Wine can be about beauty.
Think about the first Cain wine you tasted or heard about. For many, it was the Cain Five, which we have been making since 1985. For others, it was the Cain Concept, which can be found in many restaurants. For still others, their first encounter with Cain was a taste of our Cain Cuvée. We know this, because people tell us.
Imagine this scenario: the phone rings in the winery at 7:00 p.m. or even 8:00 p.m.—sometimes I answer. At the other end of the line is someone calling from Cleveland (where it is now almost 11:00 p.m.), or from the Ahwahnee Hotel in Yosemite, just to tell us that they are having a glass of Cain Cuvée with their dinner and that it is amazing. They never imagined that a wine could be so ______ (smooth, complex, long finish)—fill in the blank. These are true stories.
Many of us have had a wine epiphany moment, that instant when our senses were fully awakened by a wine. We are taken almost by surprise—it was unexpected, yet in that moment, as if enclosed in some kind of magical bubble, we are conscious of the wine, its bouquet, its taste, and our sensations—and almost nothing else.
My wine epiphany came more than thirty years ago. It was a well-aged bottle of red Burgundy, a 1964 Clos des Lambrays from Morey St. Denis. I can still recall the perfume of leather, a mink coat, tobacco, subtle spices, dried red fruits, and that long, delicious silk-satin finish. And so, eventually, I found my way to France to learn about winegrowing. Who could know where that path would lead?
Closing the loop, it has been more than gratifying to learn that for some, their wine epiphany came with a bottle of wine from Cain.
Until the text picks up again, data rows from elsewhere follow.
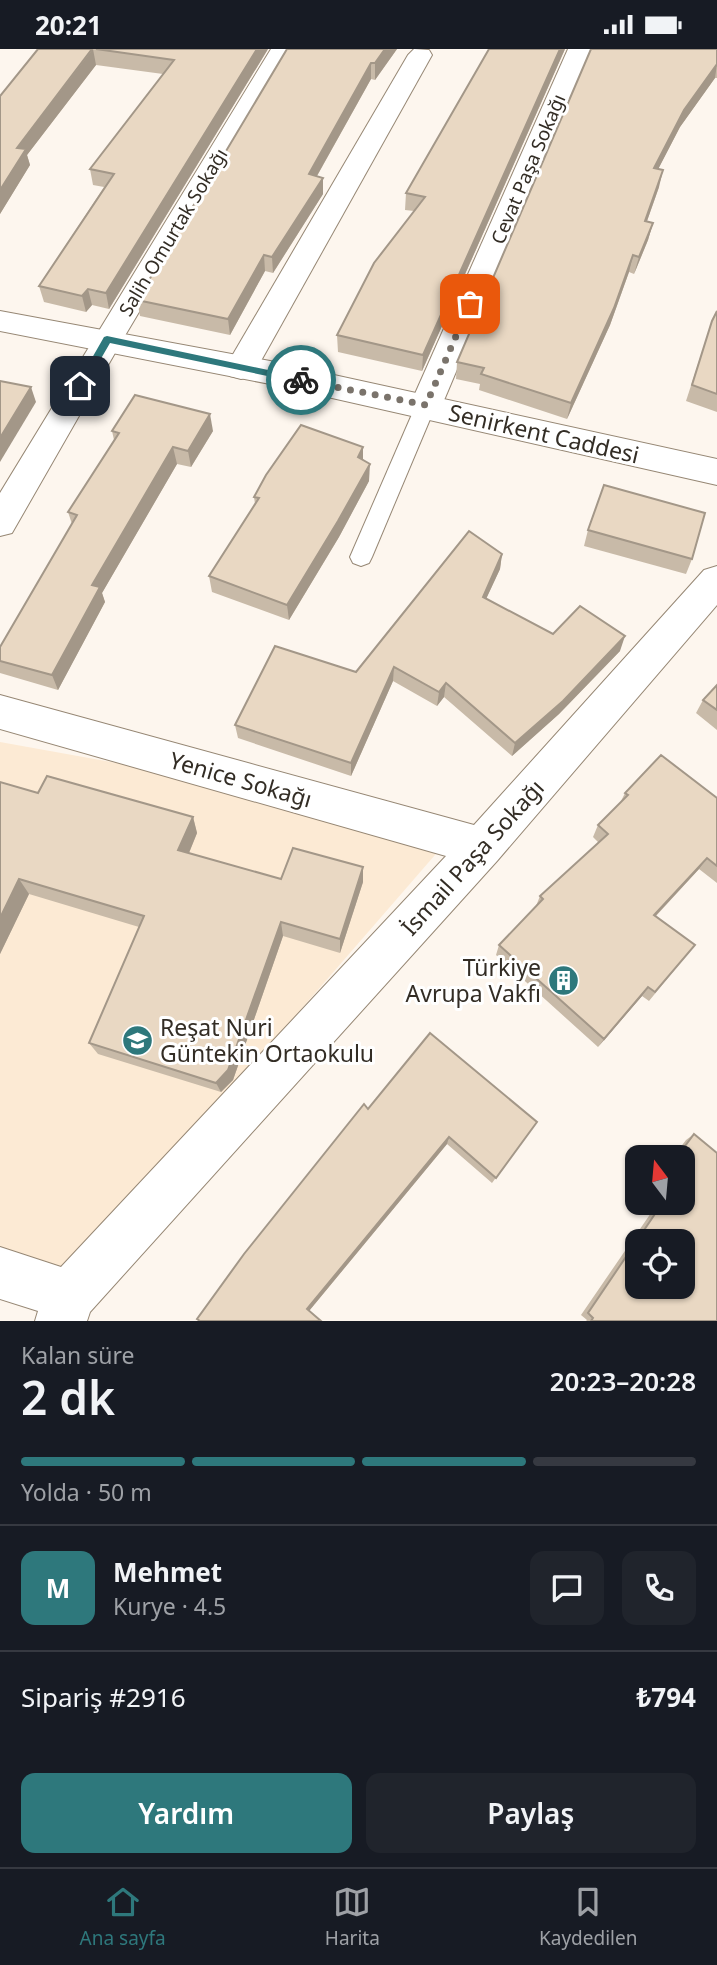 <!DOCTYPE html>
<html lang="tr">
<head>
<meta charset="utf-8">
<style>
  body { margin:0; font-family:"Noto Sans",sans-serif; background:#20242c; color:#f1f3f6; height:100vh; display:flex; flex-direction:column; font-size:26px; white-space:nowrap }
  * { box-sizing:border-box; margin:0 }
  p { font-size:23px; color:#9ea1a6 }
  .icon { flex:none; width:38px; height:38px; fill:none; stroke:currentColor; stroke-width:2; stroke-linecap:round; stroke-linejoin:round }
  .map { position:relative; height:1272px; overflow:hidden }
  .details { display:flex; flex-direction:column; background:#171b24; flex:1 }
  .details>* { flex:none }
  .needle { width:46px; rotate:344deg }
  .tools { position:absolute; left:625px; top:1096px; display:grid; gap:14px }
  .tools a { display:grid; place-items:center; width:70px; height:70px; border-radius:14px; background:#171b24; box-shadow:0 2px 5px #0004; font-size:35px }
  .pin { position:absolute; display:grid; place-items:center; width:60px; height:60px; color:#fff; margin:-30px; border-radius:14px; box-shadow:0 4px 10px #0006 }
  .courier { position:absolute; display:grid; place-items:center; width:70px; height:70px; margin:-35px; border:5px solid #2e787c; border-radius:50%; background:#fff; color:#222; box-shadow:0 2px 9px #0007 }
  .summary em { font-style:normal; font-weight:600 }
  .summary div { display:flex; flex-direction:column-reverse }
  .summary { display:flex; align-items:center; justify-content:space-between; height:119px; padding:0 21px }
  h1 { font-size:46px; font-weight:600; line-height:52px }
  .bar { display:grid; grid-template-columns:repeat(4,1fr); gap:10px 7px; align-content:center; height:84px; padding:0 21px }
  .bar i { height:9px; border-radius:5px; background:#363941 }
  .bar .on { background:#2e787c }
  .bar p { grid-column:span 4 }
  .line { display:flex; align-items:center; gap:18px; padding:0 21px; border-top:2px solid #363941 }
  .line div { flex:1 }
  .round { display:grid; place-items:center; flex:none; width:74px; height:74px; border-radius:14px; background:#20242c }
  .primary-button { display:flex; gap:14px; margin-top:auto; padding:14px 21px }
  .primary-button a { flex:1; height:80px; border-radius:14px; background:#2e787c; color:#fff; font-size:28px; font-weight:600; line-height:80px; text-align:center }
  .primary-button a+a { background:#20242c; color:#f1f3f6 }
  .status { display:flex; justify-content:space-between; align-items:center; height:49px; padding:0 35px; background:#171b24; direction:ltr }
  .status svg { height:19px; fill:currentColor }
  .dock { display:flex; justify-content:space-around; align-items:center; height:98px; border-top:2px solid #363941; background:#171b24; font-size:19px; color:#9ea1a6 }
  .dock a { display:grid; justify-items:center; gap:4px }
  .dock .on { color:#2e787c }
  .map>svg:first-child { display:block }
  .built { fill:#fcead4 }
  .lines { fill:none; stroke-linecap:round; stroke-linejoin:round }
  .lane-casing { stroke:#968774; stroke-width:2 }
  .street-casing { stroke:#968774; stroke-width:2 }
  .secondary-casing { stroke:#968774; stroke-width:2 }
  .lane { fill:#fff; fill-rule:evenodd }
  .street { fill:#fff; fill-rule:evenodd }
  .secondary { fill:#fff; fill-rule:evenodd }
  .wall { fill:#c8baa8 }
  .shaded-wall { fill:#a39788 }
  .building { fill:#e9d8c3; stroke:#a39788; stroke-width:2; fill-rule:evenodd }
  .route { fill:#2e787c }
  .done { stroke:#7a736b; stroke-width:7; stroke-dasharray:0 12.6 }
  .labels { text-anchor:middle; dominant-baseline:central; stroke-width:6; stroke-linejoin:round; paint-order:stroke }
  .far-street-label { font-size:19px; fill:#332d25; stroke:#fff }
  .street-label { font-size:23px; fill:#332d25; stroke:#fff }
  .poi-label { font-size:23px; fill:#332d25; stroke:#fff; text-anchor:end }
</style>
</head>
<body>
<div class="status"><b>20:21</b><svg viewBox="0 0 49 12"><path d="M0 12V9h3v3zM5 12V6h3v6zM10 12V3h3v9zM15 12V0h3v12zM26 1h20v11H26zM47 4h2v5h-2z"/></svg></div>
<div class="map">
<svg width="717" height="1272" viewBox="0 0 717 1272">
  <rect width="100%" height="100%" fill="#fdf6ee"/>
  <!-- built -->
  <path class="built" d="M0 693 461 776 67 1230 0 1206Z"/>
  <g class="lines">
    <defs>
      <path id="lane" d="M426 349 433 351 436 356 372 508 369 514 361 517 353 514 350 508 416 356 419 351Z"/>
      <g id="street">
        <path d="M271 0H295L123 290 12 484 0 487V444Z"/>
        <path d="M414 0 429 1 432 6 257 319 252 327 241 330 230 327 225 319 408 6Z"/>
        <path d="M568 0H592L442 356 437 364 426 368 415 364 410 356Z"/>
        <path d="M717 517V556L497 812 90 1263 87 1272H35L38 1262 0 1250V1198L61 1218 446 807 0 680V646L474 776 704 521Z"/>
      </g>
      <path id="secondary" d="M0 262 270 312 717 410V436L270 335 0 282Z"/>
    </defs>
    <!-- lane casing -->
    <use href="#lane" class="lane-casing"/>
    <!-- street casing -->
    <use href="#street" class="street-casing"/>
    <!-- secondary casing -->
    <use href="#secondary" class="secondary-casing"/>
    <!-- lane -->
    <use href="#lane" class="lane"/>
    <!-- street -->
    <use href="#street" class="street"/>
    <!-- secondary -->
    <use href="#secondary" class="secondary"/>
  </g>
  <!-- wall -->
  <g class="wall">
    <path d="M38 0H268L109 260 92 256 86 263 44 253 39 237 104 138 93 136 90 120 163 25 96 16 27 106 30 116 0 165V47Z"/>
    <path d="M287 0H397L375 31 371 30 317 127 323 145 273 224 265 222 230 286 140 267 137 251Z"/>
    <path d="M489 0H565L422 322 338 303 337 286 414 162 405 161 406 144Z"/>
    <path d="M717 0V29H715L680 78 658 120 659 138 647 172 653 174 648 191 634 225 629 223 610 276 567 370 479 341 480 335 456 330 457 313Z"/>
    <path d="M717 262V363L686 352 712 272Z"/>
    <path d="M112 382H213L191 418 177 415 102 544 105 553 58 641 0 624V598L72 475 68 463 114 391Z"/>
    <path d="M363 398V411L369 432 339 488 289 571 212 543 209 527 255 455 254 448Z"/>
    <path d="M588 481 692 510 686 525 584 497Z"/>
    <path d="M502 505 500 520 486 550 553 585 620 602 559 665 512 707 444 648 437 657 393 632 351 727 238 689 235 676 356 623Z"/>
    <path d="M717 636V681L696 664 703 651Z"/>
    <path d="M0 733 38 744 193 768 197 784 189 804 281 830 363 818V833L340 904 283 887 233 1031 221 1043 98 1005 89 994 139 878 29 845 0 905Z"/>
    <path d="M625 744 717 749V834L699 820 656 867 695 896 649 952 642 947 598 998 496 906 499 896 536 857 540 847 599 794 593 788 598 776 620 754Z"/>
    <path d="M368 1060 537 1073 492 1134 447 1095 309 1262 200 1272Z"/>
    <path d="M694 1085 717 1272H586L587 1271 581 1266 653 1161 644 1153H682V1108H673L686 1091Z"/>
  </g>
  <!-- shaded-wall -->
  <g class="shaded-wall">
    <path d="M93 0 96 16 27 106 30 116 0 165V141L17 99Z"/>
    <path d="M257 0H268L109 260 106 244Z"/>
    <path d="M385 0H397L375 31V14Z"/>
    <path d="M560 0H565L422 322 423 306Z"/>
    <path d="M371 14V30L309 141V125Z"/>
    <path d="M717 15 715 29 680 78 650 136 654 119 684 61Z"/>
    <path d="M663 121 659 138 641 189 645 172Z"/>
    <path d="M323 129V145L273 224 272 208Z"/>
    <path d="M653 174 648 191 634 225 639 208Z"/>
    <path d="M264 206 265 222 230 286 228 270Z"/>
    <path d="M633 206 629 223 610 276 567 370 571 354Z"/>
    <path d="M88 240 92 256 86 263 82 247Z"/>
    <path d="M31 338 36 353 0 413V389Z"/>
    <path d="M210 365 213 382 191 418 188 402Z"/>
    <path d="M173 398 177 415 102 544 105 553 58 641 52 626 92 536Z"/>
    <path d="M363 398V414L358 408Z"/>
    <path d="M370 415 369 432 339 488 289 571 287 556Z"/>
    <path d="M502 505 500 520 480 563 483 548Z"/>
    <path d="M625 587 620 602 559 665 512 707 515 694Z"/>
    <path d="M394 618 393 632 351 727V714Z"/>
    <path d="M446 634 444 648 437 657 439 643Z"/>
    <path d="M193 768 197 784 184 816 178 801Z"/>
    <path d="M707 809 699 820 647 876 654 866Z"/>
    <path d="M363 818V833L340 904V890Z"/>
    <path d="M19 830 29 845 0 905V869Z"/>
    <path d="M281 873 283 887 233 1031 221 1043 216 1034Z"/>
    <path d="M648 938 642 947 598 998 604 990Z"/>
    <path d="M449 1088 447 1095 309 1262 307 1260Z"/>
  </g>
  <!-- building -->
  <g class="building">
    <path d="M38 0H92L17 99 26 100 0 141V47Z"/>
    <path d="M96 0H257L106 244 88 240 82 247 39 237 114 125 90 120 174 11Z"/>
    <path d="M287 0H385L375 14H371L309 125 323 129 272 208 264 206 228 270 137 251Z"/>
    <path d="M489 0H560L423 306 337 286 374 214 425 148 406 144Z"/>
    <path d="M591 0H717V15L684 61 654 119 663 121 645 172 653 174 639 208 633 206 614 259 571 354 481 325 484 319 457 313Z"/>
    <path d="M717 262V345L692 336 712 272Z"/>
    <path d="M0 332 31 338 0 389Z"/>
    <path d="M135 346 210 365 188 402 173 398 92 536 100 538 52 626 0 612V598L77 466 68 463 119 384 112 382Z"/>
    <path d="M301 376 363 398 358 408 370 415 338 472 287 556 209 527 259 449 254 448 266 426Z"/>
    <path d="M604 436 705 464 692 510 588 481Z"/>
    <path d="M469 482 502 505 483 548 553 585 580 557 625 587 563 652 515 694 446 634 439 643 394 618 351 714 235 676 275 597 356 623Z"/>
    <path d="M717 636V661L703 651Z"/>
    <path d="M661 706 717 749V817L707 809 654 866 695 896 655 943 648 938 604 990 499 896 543 850 540 847 608 785 598 776 628 746 625 744Z"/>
    <path d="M47 727 193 768 178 801 281 830 293 799 363 818 340 890 281 873 228 1021 216 1034 89 994 144 867 19 830 0 869V733L38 744Z"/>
    <path d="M430 984 537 1073 496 1129 449 1088 307 1260 321 1272H200L197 1270 244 1205 364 1055 368 1060Z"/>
    <path d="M694 1085 717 1104V1272H591L593 1269 588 1264 661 1156 657 1153H682V1108H677ZM637 1192H682V1237H637Z"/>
  </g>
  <!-- route -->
  <path class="route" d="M107 287 301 328 306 331 301 334 110 294 84 339H77L76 337 104 288Z"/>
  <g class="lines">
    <!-- done -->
    <path class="done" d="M301 331 426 356 470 255"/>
  </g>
  <!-- icons -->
  <defs>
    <symbol id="building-disc" viewBox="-11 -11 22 22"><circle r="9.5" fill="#2e787c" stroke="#fff"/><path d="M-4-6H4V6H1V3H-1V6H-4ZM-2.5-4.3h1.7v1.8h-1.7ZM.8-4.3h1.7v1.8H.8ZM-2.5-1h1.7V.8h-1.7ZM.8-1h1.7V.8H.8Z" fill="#fff"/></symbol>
    <symbol id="school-disc" viewBox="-11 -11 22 22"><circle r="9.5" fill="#2e787c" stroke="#fff"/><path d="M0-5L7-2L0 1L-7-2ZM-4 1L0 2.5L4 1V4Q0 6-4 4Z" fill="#fff"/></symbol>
  </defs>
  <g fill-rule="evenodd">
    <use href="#building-disc" x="546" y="914" width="35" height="35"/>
    <use href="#school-disc" x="120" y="974" width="35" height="35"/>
  </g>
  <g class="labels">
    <!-- far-street labels -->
    <g class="far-street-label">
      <text transform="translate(528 120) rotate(-67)">Cevat Paşa Sokağı</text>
      <text transform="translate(173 183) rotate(-59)">Salih Omurtak Sokağı</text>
    </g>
    <!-- street labels -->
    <g class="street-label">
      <text transform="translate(544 384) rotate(13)">Senirkent Caddesi</text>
      <text transform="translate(241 730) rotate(16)">Yenice Sokağı</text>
      <text transform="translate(472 808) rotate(-48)">İsmail Paşa Sokağı</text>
    </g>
    <!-- poi labels -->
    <g class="poi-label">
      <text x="541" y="918">Türkiye<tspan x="541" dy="26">Avrupa Vakfı</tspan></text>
      <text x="160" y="978" text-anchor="start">Reşat Nuri<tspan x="160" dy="26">Güntekin Ortaokulu</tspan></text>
    </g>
  </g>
</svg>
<div class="tools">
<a><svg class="needle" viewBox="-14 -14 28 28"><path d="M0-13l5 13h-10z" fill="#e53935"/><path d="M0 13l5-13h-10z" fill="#9ea1a6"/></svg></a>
<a><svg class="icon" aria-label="locate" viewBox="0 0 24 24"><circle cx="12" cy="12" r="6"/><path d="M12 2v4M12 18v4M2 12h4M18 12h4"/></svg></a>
</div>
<div class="pin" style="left:470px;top:255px;background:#ea580c"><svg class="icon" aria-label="bag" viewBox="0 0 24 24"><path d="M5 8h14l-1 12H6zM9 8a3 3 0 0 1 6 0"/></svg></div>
<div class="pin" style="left:80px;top:337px;background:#1f2937"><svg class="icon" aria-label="home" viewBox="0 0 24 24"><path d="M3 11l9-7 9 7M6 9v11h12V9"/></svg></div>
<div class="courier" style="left:301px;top:331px"><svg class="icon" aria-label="bike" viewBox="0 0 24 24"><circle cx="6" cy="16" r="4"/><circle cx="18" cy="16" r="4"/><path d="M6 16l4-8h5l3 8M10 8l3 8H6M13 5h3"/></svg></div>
</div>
<section class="details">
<div class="summary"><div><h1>2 dk</h1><p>Kalan süre</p></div><em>20:23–20:28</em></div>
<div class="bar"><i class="on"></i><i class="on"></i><i class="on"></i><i></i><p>Yolda · 50 m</p></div>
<div class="line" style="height:126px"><b class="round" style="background:#2e787c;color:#fff">M</b><div><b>Mehmet</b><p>Kurye · 4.5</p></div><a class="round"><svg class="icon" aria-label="chat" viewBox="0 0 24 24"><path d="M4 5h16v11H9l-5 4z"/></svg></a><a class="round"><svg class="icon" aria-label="phone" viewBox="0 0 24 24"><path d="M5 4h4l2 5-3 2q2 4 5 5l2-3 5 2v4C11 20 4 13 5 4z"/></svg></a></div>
<div class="line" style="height:91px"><div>Sipariş #2916</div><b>₺794</b></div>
<div class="primary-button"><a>Yardım</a><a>Paylaş</a></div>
</section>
<nav class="dock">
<a class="on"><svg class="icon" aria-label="home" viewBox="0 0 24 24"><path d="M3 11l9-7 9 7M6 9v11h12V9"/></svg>Ana sayfa</a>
<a><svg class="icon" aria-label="map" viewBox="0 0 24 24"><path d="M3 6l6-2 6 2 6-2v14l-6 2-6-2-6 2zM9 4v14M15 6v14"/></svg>Harita</a>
<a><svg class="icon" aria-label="saved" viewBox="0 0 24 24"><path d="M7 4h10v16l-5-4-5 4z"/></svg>Kaydedilen</a>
</nav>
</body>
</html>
Sometimes it was a Cain Five from the very first vintages: 1985, 1986, or 1987. More recently, it has been a wine that I made (with the help of my team), maybe a Cain Five from the 1990s, or even a Cain Concept from the early 2000s.
To the Cain Five lovers among you, it might come as a surprise, but for some people, their wine epiphany came with a bottle of our Cain Cuvée.